Аня рассказала, что в младенчестве, ползая среди огромных листов ватмана с чертежами мамы Сони, разбросанных по квартире, она развлекалась тем, что разрисовывала их. Пока Ксения восторженно разглядывала Анины творения – да тут, кажется, настоящий талант! В ее картинах было много света, воздуха, они дышали и жили. Аня часто рисовала море. Ее море было разным – пронзительно-синим, ласковым и радостным в безмятежный летний день, свинцовым, мятежным и грозным в шторм, волшебным, аквамариново-розовым в час заката, серебристым полнолунной ночью, и везде – очень большим, таким, что, кроме него, уже ничего не было нужно. А еще Анька часто рисовала сад мамы Сони, где тянулись к солнцу рододендроны, ветер раскачивал куст акации, а по дорожкам бродили коты.
– А я не умею рисовать, – призналась Ксения.
– Совсем?
– Абсолютно. Если нарисую кота, его никто не отличит от собаки, или вообще от дяденьки, – Ксения улыбнулась. – А вот у тебя настоящий талант!
Анька пренебрежительно махнула рукой (ах, оставьте, в глаза хвалят только дураков!):
– Мне нужно много учиться. Кстати, Егор советует после школы поступать в Академию художеств.
– А ты этого хочешь?
– Не знаю. Боюсь представить, что нужно будет уехать отсюда, жить в чужом городе, далеко от моря, – Анька вздохнула. – Не знаю, смогу ли привыкнуть… Вон Егор до сих пор скучает по дому.
Дверь распахнулась, и в комнату шмыгнул огромный котяра. Аня потрепала его за ухом, и зверь, замурчав, как трактор, расположился на диване.

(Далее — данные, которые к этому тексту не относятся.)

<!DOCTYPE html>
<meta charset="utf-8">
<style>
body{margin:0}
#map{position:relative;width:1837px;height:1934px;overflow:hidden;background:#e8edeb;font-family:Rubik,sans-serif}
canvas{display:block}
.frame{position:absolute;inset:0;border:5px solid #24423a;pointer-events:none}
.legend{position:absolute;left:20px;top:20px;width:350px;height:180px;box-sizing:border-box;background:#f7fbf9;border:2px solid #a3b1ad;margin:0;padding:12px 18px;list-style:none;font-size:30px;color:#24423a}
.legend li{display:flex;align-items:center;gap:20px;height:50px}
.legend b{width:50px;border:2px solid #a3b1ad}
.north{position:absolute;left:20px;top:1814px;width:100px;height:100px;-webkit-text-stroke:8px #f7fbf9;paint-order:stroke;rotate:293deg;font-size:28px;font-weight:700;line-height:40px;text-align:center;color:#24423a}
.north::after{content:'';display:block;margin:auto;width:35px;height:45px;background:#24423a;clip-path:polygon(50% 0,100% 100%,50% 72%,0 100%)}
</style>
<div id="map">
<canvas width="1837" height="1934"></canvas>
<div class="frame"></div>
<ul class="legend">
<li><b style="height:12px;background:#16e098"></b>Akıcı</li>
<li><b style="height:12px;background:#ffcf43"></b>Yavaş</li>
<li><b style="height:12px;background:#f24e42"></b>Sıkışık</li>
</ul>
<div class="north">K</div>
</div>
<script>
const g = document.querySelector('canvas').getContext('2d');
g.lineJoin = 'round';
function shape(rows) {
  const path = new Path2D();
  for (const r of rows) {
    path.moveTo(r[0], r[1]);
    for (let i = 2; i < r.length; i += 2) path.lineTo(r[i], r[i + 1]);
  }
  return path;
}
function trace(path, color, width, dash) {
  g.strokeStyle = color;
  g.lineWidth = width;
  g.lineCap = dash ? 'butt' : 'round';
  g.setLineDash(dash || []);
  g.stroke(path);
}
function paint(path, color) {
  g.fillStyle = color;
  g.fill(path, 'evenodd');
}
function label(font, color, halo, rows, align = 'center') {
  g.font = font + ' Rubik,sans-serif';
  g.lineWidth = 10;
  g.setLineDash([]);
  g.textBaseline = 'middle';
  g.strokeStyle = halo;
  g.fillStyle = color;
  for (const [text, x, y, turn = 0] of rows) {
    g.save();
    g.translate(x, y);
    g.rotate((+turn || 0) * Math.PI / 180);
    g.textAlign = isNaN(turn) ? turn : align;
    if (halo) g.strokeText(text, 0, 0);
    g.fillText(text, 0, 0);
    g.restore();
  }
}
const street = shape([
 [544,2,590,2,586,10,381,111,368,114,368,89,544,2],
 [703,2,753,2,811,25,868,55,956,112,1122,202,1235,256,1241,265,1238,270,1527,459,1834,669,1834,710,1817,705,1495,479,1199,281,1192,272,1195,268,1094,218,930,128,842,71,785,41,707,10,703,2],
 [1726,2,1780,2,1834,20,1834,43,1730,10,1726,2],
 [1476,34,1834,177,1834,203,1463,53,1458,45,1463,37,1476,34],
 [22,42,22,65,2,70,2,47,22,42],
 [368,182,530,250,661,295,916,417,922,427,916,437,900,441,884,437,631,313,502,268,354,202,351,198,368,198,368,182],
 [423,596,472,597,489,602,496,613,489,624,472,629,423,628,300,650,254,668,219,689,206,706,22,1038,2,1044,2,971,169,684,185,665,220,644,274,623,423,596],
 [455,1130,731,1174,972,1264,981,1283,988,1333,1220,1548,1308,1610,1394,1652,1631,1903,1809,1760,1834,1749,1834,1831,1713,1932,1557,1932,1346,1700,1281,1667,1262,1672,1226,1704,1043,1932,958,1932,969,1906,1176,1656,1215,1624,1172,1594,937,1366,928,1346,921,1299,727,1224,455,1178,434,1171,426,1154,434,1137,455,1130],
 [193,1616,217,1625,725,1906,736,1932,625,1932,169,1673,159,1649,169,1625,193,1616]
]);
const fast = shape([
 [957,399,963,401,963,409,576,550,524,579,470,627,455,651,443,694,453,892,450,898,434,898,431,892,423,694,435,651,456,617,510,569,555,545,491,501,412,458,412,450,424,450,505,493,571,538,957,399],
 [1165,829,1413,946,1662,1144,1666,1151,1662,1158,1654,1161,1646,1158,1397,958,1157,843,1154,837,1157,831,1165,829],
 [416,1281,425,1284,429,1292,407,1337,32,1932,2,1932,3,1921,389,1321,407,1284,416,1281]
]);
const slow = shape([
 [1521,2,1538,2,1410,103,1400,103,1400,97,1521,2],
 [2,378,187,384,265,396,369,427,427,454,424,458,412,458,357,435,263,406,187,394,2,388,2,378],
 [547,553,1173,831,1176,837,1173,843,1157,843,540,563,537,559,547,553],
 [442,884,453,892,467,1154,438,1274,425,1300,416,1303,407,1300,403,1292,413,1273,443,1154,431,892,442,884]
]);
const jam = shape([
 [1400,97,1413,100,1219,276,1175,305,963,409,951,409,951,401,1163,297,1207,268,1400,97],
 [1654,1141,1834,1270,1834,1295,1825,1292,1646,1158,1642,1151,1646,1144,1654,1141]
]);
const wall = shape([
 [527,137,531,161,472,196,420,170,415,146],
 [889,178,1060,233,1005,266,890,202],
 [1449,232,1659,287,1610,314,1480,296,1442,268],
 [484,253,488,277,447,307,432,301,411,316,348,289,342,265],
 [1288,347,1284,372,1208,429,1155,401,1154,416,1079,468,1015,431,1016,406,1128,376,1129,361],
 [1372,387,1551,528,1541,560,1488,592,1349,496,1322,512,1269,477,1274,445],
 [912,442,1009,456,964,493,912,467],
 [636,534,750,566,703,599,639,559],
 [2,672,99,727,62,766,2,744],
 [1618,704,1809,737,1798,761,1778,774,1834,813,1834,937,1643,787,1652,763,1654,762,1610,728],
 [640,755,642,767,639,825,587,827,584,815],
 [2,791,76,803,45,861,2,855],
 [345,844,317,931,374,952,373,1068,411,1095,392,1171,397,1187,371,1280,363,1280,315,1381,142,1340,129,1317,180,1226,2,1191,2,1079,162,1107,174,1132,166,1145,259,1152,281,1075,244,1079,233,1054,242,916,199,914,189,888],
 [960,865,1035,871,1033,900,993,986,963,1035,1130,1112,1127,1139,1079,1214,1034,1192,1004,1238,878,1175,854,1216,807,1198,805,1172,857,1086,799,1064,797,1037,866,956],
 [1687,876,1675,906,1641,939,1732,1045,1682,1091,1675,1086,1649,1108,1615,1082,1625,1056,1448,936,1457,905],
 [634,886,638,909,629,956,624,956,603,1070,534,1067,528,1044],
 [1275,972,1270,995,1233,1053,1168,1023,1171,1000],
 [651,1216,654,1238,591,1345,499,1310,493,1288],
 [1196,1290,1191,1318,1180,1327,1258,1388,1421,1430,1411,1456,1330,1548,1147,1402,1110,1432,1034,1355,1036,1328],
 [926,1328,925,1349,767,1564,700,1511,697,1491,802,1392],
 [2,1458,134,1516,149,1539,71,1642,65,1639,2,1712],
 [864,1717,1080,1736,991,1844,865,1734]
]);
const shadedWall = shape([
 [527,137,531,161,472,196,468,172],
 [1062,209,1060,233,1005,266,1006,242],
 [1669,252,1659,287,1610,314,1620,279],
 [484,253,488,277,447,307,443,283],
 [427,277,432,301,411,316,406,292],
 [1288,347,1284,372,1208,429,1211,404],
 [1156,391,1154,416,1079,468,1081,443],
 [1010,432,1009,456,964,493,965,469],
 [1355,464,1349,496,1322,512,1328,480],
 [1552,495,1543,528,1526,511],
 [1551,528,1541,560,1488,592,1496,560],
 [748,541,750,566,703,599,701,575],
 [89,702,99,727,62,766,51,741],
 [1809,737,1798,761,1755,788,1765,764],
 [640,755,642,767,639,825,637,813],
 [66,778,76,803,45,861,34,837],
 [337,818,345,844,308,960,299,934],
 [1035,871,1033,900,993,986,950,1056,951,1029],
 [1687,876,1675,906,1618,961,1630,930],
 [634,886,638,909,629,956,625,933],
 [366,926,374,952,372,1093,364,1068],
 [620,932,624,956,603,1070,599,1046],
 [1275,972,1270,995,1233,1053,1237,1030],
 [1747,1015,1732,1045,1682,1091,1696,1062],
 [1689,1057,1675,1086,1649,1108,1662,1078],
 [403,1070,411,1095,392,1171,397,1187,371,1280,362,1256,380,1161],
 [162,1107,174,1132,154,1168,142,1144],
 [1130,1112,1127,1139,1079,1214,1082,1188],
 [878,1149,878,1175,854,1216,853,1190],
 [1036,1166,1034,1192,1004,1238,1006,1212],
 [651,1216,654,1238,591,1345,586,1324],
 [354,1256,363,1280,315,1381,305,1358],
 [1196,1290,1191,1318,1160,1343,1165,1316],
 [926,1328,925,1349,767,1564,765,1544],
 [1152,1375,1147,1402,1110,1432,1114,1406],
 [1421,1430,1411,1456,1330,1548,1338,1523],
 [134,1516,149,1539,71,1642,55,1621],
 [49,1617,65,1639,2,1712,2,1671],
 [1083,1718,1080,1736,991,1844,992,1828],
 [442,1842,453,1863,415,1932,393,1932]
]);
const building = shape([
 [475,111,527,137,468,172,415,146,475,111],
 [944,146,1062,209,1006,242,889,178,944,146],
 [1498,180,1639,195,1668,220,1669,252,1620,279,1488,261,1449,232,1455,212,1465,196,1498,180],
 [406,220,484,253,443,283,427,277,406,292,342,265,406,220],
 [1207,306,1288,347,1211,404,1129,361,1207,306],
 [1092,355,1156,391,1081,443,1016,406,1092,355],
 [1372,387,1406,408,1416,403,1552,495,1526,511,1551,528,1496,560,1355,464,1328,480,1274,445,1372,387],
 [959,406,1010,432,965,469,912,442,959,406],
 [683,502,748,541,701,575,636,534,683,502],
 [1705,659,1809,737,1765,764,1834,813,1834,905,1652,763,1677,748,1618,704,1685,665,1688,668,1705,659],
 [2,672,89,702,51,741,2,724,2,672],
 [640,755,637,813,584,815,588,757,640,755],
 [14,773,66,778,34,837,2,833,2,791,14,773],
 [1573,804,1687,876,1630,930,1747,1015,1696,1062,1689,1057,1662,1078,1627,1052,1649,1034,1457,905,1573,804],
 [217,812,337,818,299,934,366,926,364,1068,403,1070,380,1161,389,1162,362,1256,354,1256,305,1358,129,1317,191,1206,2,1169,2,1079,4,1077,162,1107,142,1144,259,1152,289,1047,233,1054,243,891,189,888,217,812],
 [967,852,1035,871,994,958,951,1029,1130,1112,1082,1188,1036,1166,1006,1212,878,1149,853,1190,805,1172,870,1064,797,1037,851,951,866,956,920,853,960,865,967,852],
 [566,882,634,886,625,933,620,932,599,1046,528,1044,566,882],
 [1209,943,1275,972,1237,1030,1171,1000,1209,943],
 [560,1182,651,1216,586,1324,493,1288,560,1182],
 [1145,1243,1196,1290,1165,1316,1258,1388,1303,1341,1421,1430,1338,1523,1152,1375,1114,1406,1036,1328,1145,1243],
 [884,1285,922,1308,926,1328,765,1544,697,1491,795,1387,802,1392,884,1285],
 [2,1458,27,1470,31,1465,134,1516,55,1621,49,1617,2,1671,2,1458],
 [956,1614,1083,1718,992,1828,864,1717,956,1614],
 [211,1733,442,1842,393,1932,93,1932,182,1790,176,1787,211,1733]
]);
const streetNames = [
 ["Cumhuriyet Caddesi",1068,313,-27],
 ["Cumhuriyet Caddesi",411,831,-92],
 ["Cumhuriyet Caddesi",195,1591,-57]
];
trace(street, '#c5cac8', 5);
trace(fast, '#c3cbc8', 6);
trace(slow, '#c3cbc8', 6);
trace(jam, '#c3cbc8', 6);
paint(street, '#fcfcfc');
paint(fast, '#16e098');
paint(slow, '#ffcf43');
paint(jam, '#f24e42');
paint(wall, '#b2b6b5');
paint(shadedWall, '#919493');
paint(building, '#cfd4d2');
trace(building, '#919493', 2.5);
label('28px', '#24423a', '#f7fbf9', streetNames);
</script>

Ксения подошла к стеллажу, уставленному моделями парусников и самолетов.
– Их когда-то собирали отец с Егором. – Аня взяла в руки изящную бригантину. – В детстве Егор был помешан на море и самолетах, и никак не мог выбрать, кем ему быть – моряком или летчиком. А потом они с Владом решили стать пиратами, учили морзянку, рангоут и такелаж корабля, изучали географические карты и всерьез думали удрать из дома.
– Нормальная мальчишеская мечта! – улыбнулась Ксения.
– Да уж, только потом Влад почему-то стал бизнесменом, – с горечью заметила Аня. – Он так изменился за эти годы, просто не узнаю его…
Ксения стала разглядывать фотографии, висевшие на стенах: мальчишки в лодке, маленькая Анька на руках у мамы Сони, юный Егор в обнимку с огромной собакой. А над кроватью большая фотография…
– Это Влад? – спросила Ксения.
Анька покраснела и нехотя буркнула – да. По ее реакции Ксения поняла, что тут какие-то девичьи секреты, дело деликатное, а потому лучше перевести разговор на другую тему. Она поинтересовалась, зачем у Ани посреди комнаты висит боксерская груша. Анька тут же принялась убеждать, как хорошо снимать стрессы с помощью бокса. Не переставая молотить грушу, она вдруг, без всякого логического перехода, поинтересовалась у Ксении, понравилась ли ей Леля. При этом Анька так душевно шмякнула грушу, что у Ксении не осталось никаких сомнений относительно того, какой ответ от нее ждут.